__Dataset section__
=-=-=-=-=

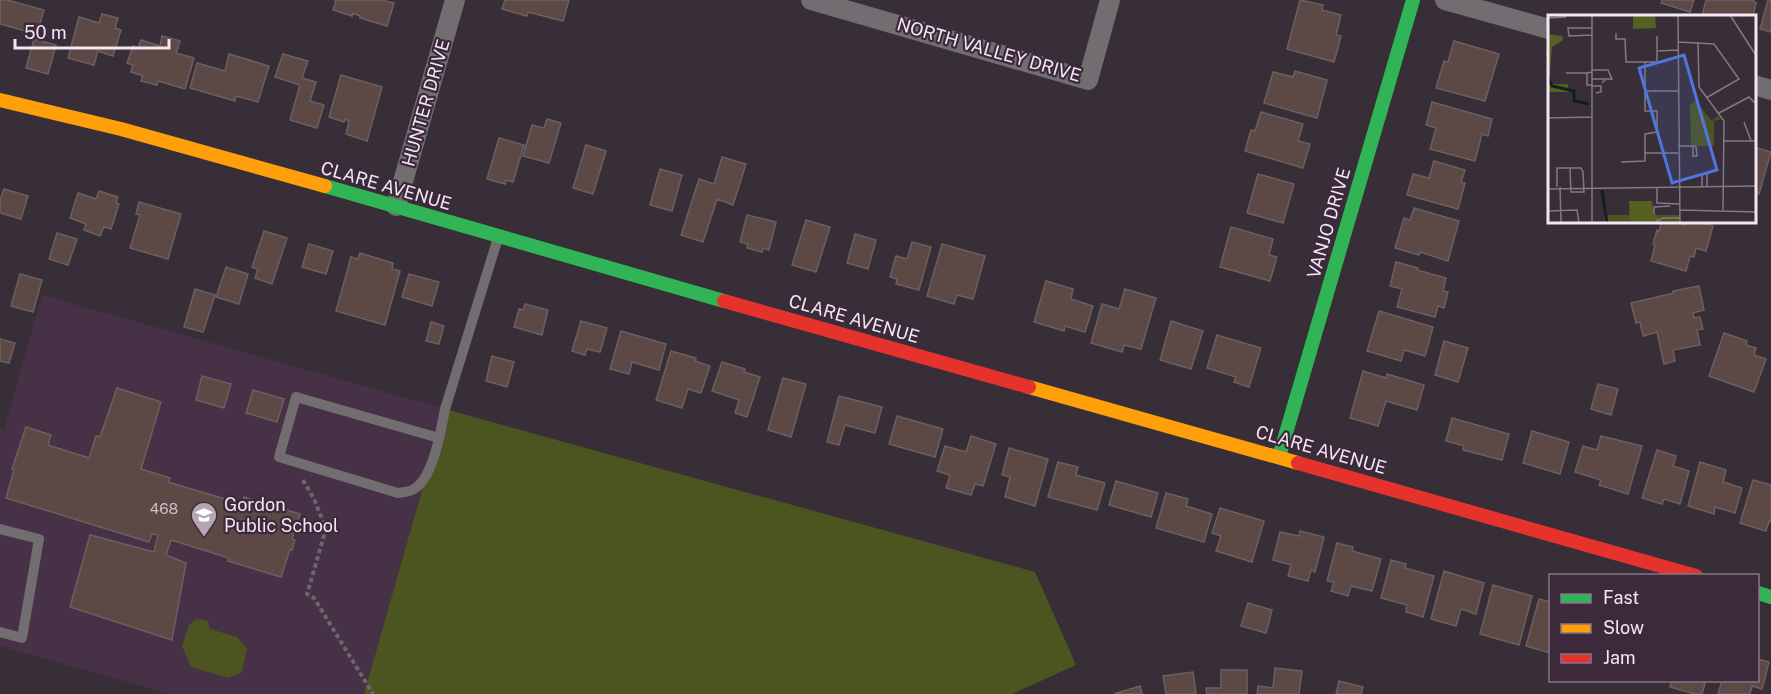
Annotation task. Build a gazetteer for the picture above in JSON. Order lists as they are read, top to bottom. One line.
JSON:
{"streets":{"street":["NORTH VALLEY DRIVE","HUNTER DRIVE","CLARE AVENUE","VANJO DRIVE"]},"crossings":[["HUNTER DRIVE","CLARE AVENUE"],["CLARE AVENUE","VANJO DRIVE"]],"places":{"school or university":["Gordon Public School"]},"house_numbers":["468"],"legend":["Fast","Slow","Jam"],"scale_bar":"50 m"}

=-=-=-=-=

__What the exercise asks__
When you return the listing, keep each line exact and leave the pictures out.

__Your solution__
Annotation task. Build a gazetteer for the picture above in JSON. Order lists as they are read, top to bottom. One line.
JSON:
{"streets":{"street":["NORTH VALLEY DRIVE","HUNTER DRIVE","CLARE AVENUE","VANJO DRIVE"]},"crossings":[["HUNTER DRIVE","CLARE AVENUE"],["CLARE AVENUE","VANJO DRIVE"]],"places":{"school or university":["Gordon Public School"]},"house_numbers":["468"],"legend":["Fast","Slow","Jam"],"scale_bar":"50 m"}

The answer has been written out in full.